The Alabama Rig was the first schooling rig to hit the bass scene in 2011, and it sparked controversy in the tournament world. BASS quickly outlawed them in Bassmaster Elite Series tournaments, and nine states consider umbrella rigs with three or more hooks illegal. Other states restrict the number of hooks that can be incorporated or allow them only on certain bodies of water. Still, the gangly rigs have generated huge interest from recreational anglers, and companies like Yum and Berkley quickly developed their own versions. At ICAST, I wasn’t surprised to see several lure makers capitalizing on the craze with large saltwater models, and tiny three-arm versions light enough to cast on a trout stream. There was one that could drag three topwater frogs across the pads at once.
While some anglers believe that these rigs can catch fish anytime, anywhere (and marketing hype does little to dissuade that notion), they’re not magic bullets. Far from it. “Umbrella rigs are tools designed for targeting suspended bass,” says Elite Bass pro Dave Wolak. “They have a time and a place, but people are using them everywhere in any conditions, even in situations where they’re not appropriate. The same thing happened when the Senko first hit the market.”
There’s no doubt that these rigs catch fish, but I question whether that’s enough incentive to overlook the downsides: Heavy rods and line are required, which are tiring to cast and rob fight from the fish. Also, I took a few umbrella rigs to a local lake over the summer and learned within minutes that they don’t work in shallow water. They are magnets for weeds and grass and hang up on structure a crankbait might bounce right off. I lost two within an hour before taking the third to a deeper part of the lake. It ran well there but was cumbersome to cast on the heavy muskie rod I had to use. “I think these rigs will eventually run their course,” says Wolak. “Now that many anglers are using them, the playing field is equalized and I think they’ll start to lose their effectiveness.”
Fishing camouflage is not new. What started many years ago as a product to help spearfishermen remain unseen gave way to a plethora of small companies developing patterns for anglers. This year, major fishing apparel makers that have only dabbled in camo in the past are trying to reinvent it with some fresh takes. The new Amphibious Assault line from Columbia–researched, developed, and tested by military camo designers–features digital salt- and freshwater patterns meant to break up your silhouette against the sky and bank vegetation.

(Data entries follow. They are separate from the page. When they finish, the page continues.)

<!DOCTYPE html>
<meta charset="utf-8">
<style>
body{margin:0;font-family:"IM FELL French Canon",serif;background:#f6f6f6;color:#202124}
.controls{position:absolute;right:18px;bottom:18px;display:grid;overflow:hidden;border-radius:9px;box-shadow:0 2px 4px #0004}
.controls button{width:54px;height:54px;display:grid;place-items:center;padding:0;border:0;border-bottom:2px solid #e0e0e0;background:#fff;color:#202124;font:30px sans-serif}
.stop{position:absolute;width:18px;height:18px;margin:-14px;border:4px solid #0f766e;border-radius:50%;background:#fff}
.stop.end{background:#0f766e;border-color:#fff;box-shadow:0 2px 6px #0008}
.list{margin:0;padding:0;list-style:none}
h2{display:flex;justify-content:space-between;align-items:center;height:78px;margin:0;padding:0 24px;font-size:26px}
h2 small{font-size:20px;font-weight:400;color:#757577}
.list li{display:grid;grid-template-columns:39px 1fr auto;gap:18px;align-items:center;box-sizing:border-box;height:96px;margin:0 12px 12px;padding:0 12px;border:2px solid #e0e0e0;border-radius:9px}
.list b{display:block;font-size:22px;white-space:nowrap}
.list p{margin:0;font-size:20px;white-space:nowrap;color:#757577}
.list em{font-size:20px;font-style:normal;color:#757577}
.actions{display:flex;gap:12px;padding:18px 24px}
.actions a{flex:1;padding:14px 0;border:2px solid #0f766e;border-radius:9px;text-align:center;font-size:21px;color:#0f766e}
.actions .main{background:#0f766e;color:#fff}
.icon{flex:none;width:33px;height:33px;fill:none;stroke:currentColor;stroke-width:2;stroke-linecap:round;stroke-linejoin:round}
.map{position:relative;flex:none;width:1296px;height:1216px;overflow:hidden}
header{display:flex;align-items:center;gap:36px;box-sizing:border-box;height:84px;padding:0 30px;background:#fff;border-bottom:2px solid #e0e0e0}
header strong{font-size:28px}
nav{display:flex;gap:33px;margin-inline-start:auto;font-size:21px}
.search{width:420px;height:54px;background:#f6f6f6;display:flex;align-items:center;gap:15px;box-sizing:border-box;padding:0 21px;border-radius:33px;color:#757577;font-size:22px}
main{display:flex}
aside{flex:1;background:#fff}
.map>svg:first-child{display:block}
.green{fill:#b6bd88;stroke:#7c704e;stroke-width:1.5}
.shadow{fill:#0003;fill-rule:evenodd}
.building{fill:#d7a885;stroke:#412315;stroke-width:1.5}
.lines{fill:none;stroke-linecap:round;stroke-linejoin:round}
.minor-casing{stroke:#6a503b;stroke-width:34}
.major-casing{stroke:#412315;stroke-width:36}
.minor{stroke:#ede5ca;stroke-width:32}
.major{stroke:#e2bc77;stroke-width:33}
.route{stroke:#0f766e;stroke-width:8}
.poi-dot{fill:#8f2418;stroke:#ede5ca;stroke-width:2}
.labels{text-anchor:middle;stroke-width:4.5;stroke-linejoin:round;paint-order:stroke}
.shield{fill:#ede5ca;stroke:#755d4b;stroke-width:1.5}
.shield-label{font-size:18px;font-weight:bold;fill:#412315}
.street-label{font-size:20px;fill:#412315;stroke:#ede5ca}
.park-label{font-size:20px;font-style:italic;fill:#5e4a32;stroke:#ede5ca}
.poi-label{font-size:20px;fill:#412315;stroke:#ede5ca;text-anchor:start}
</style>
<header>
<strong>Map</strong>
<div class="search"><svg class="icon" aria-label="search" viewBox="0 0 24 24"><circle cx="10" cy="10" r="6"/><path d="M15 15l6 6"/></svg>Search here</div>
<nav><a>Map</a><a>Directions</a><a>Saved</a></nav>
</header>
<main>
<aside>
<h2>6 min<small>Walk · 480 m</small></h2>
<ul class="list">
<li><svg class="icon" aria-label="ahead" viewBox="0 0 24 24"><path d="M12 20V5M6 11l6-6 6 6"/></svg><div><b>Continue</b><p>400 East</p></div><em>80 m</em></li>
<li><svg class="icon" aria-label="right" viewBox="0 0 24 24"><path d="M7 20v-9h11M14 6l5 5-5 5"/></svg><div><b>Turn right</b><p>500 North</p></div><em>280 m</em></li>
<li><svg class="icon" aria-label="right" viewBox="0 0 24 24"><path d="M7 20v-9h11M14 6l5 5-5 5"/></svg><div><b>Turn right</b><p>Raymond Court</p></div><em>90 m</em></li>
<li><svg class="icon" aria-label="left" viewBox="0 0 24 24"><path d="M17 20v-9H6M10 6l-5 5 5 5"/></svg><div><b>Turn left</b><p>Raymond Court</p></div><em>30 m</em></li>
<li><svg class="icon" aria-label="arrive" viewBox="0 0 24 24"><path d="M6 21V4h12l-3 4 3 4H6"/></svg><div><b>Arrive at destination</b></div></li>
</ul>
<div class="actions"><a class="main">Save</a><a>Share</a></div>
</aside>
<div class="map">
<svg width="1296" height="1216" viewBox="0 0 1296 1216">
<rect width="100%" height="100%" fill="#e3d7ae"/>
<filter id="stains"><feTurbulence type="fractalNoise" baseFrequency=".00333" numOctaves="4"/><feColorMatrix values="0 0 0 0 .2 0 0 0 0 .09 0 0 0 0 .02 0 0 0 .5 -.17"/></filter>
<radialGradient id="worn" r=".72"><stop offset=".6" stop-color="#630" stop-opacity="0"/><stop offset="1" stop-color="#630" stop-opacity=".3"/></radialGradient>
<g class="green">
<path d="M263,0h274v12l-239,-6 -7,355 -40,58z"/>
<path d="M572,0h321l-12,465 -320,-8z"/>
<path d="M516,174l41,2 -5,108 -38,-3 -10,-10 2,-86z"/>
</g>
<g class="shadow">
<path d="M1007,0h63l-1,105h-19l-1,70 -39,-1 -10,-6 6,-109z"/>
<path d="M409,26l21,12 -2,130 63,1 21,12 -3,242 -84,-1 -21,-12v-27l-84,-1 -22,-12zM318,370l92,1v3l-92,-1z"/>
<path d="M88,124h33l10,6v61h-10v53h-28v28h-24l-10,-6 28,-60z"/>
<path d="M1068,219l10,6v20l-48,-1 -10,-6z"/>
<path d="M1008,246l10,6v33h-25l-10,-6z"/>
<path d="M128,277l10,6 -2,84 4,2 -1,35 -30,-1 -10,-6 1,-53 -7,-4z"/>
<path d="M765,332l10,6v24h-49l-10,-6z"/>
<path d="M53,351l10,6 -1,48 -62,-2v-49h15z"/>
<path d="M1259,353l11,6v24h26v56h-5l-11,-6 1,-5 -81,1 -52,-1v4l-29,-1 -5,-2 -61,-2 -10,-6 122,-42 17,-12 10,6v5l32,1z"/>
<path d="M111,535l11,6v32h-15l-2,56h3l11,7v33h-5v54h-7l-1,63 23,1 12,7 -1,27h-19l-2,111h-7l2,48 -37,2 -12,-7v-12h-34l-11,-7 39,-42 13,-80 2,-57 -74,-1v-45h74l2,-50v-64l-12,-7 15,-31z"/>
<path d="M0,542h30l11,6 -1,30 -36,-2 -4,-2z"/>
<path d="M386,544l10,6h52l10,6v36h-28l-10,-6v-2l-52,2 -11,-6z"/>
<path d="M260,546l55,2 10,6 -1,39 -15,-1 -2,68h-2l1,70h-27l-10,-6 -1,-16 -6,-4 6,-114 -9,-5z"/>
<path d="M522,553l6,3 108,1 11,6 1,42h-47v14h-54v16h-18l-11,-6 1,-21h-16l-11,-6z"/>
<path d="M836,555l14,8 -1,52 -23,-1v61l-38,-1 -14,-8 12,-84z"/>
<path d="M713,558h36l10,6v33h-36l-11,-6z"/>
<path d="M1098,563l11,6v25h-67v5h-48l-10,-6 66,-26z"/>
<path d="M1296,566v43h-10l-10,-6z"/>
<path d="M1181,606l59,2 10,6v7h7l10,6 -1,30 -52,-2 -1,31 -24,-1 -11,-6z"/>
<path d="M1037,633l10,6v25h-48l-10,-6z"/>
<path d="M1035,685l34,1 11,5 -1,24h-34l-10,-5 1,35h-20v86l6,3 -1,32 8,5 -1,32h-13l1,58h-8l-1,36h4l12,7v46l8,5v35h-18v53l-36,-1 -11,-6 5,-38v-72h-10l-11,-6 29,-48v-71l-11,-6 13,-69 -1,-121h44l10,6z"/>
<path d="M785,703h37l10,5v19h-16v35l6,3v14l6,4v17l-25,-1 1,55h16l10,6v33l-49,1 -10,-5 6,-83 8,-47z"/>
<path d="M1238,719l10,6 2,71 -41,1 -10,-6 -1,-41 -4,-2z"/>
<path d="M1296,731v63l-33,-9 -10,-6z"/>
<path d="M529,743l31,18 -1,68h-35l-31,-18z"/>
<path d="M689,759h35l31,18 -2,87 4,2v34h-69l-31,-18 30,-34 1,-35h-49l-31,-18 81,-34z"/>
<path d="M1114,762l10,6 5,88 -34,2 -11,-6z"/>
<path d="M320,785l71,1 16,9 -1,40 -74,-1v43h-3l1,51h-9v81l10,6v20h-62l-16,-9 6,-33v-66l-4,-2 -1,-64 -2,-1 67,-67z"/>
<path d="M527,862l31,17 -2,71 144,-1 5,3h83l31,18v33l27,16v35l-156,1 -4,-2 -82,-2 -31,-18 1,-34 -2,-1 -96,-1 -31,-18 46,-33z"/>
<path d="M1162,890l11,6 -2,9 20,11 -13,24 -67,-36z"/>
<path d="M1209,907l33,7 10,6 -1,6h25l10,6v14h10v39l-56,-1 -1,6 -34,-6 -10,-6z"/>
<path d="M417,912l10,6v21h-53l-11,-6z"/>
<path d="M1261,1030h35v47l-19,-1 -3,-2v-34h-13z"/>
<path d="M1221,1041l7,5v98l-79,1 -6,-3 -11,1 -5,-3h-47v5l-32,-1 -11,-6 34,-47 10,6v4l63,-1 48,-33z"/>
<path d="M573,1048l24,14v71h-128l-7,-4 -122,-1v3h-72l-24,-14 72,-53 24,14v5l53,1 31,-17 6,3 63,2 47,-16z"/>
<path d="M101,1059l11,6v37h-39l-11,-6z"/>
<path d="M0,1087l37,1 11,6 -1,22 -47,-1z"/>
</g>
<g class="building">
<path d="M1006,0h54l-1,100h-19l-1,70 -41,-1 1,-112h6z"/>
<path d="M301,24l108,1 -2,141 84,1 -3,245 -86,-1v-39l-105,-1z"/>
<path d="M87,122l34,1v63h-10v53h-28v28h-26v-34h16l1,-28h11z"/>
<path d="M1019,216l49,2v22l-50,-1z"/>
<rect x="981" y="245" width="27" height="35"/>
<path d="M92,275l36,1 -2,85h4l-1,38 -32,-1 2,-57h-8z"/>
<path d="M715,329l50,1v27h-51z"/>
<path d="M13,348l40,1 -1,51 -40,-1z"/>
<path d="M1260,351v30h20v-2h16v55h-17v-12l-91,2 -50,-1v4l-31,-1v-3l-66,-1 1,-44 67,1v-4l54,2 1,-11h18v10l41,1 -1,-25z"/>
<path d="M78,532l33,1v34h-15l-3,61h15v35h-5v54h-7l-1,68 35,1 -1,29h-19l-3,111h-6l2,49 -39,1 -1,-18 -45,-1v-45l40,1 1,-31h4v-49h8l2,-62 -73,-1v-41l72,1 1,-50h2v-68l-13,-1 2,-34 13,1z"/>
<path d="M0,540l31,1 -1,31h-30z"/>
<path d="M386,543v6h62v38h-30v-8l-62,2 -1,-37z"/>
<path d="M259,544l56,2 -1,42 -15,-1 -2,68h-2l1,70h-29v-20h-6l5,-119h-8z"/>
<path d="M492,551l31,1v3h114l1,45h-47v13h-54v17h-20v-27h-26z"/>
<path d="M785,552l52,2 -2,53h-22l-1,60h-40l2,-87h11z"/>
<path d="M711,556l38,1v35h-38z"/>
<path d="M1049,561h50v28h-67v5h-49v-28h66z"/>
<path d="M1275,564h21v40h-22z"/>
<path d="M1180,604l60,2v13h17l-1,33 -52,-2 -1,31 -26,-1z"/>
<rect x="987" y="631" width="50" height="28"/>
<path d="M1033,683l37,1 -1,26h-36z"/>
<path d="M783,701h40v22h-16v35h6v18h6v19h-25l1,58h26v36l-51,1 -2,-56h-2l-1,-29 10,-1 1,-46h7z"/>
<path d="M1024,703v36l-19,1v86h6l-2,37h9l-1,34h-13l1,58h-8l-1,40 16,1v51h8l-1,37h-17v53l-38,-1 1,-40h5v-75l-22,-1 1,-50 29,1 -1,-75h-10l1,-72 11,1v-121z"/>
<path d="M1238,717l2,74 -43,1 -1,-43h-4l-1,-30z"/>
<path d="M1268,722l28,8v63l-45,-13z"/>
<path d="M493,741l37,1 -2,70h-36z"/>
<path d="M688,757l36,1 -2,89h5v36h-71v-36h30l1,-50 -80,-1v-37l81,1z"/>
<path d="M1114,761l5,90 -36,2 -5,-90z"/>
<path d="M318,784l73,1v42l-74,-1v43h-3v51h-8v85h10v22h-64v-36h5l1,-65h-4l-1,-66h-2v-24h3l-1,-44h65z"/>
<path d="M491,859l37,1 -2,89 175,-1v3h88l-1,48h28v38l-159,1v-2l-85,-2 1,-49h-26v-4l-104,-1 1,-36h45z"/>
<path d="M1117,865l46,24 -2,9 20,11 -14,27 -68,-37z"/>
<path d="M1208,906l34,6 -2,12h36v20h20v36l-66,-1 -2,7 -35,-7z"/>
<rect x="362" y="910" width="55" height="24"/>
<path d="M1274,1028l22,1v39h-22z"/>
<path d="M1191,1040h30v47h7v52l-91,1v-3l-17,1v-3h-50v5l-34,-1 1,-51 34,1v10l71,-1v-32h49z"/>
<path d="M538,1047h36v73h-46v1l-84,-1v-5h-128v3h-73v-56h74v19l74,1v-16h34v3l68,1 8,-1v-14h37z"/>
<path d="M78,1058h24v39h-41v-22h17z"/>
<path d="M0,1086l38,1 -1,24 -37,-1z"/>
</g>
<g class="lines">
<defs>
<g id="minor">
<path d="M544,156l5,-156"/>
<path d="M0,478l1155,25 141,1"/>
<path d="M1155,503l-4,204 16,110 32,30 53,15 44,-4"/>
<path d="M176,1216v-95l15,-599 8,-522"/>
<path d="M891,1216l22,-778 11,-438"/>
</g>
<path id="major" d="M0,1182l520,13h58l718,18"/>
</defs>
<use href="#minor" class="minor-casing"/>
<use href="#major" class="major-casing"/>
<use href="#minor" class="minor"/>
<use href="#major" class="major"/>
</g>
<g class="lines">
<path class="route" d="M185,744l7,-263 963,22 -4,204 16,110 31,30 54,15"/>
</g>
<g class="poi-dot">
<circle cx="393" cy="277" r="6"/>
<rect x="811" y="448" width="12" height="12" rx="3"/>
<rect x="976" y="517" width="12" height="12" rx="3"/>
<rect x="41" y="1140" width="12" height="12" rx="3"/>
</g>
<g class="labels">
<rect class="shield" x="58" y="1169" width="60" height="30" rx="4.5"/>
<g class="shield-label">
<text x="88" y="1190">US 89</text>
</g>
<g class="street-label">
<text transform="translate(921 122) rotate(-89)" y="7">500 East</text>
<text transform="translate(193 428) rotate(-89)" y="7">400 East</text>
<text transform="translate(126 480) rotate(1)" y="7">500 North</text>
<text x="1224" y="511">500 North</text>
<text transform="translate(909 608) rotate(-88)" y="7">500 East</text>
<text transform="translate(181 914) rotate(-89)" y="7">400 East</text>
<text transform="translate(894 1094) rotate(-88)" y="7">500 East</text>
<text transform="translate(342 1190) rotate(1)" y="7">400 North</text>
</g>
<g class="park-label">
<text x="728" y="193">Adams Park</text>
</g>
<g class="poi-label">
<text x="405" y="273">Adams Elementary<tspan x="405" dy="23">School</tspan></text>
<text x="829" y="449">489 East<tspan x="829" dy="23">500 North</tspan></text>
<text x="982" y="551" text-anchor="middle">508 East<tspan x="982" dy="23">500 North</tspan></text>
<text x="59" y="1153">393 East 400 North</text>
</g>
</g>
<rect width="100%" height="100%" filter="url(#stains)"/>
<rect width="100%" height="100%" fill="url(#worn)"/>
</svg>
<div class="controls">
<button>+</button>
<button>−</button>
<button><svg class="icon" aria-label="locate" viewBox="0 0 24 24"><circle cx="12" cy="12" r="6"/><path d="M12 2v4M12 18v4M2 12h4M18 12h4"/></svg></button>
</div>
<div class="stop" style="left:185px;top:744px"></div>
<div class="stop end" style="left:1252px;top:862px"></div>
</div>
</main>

“When we looked to add camouflage to our arsenal of gear, we relied on the science behind camo used by the best in the world,” says Joe Boyle, general merchandise manager at Columbia. “If the guts behind Amphibious Assault are good enough for elite special forces around the world, they will be sure to conceal even the most avid of fishermen.”
Simms, on the other hand, took a page from Mother Nature’s book for its Cloud Camo, a pattern it’s putting on shirts, shorts, and hats that looks like puffy clouds in a blue sky. “Cloud Camo was designed and tested in Belize, which is the permit capital of the world,” says Wil Flack, the owner of Tres Pescados Fly Shop, who helped Simms create and field test the line. “We’ve found that it gives us a serious edge with these wary fish.”
It might have been conceived with the flats fisherman in mind, but if Cloud Camo does, in fact, make your approach stealthier, anyone who wades clear water should benefit. I wear muted colors when fishing, and I’ll try the new camo the next time I wade for smallmouths on my local rivers. But after I carefully sneak into position below one of my favorite boulder clusters, I think I’ll gently cast a stickbait or tube lure that has caught fish for me before, and delicately work it through the eddies with the hops and stops that produce crushing strikes.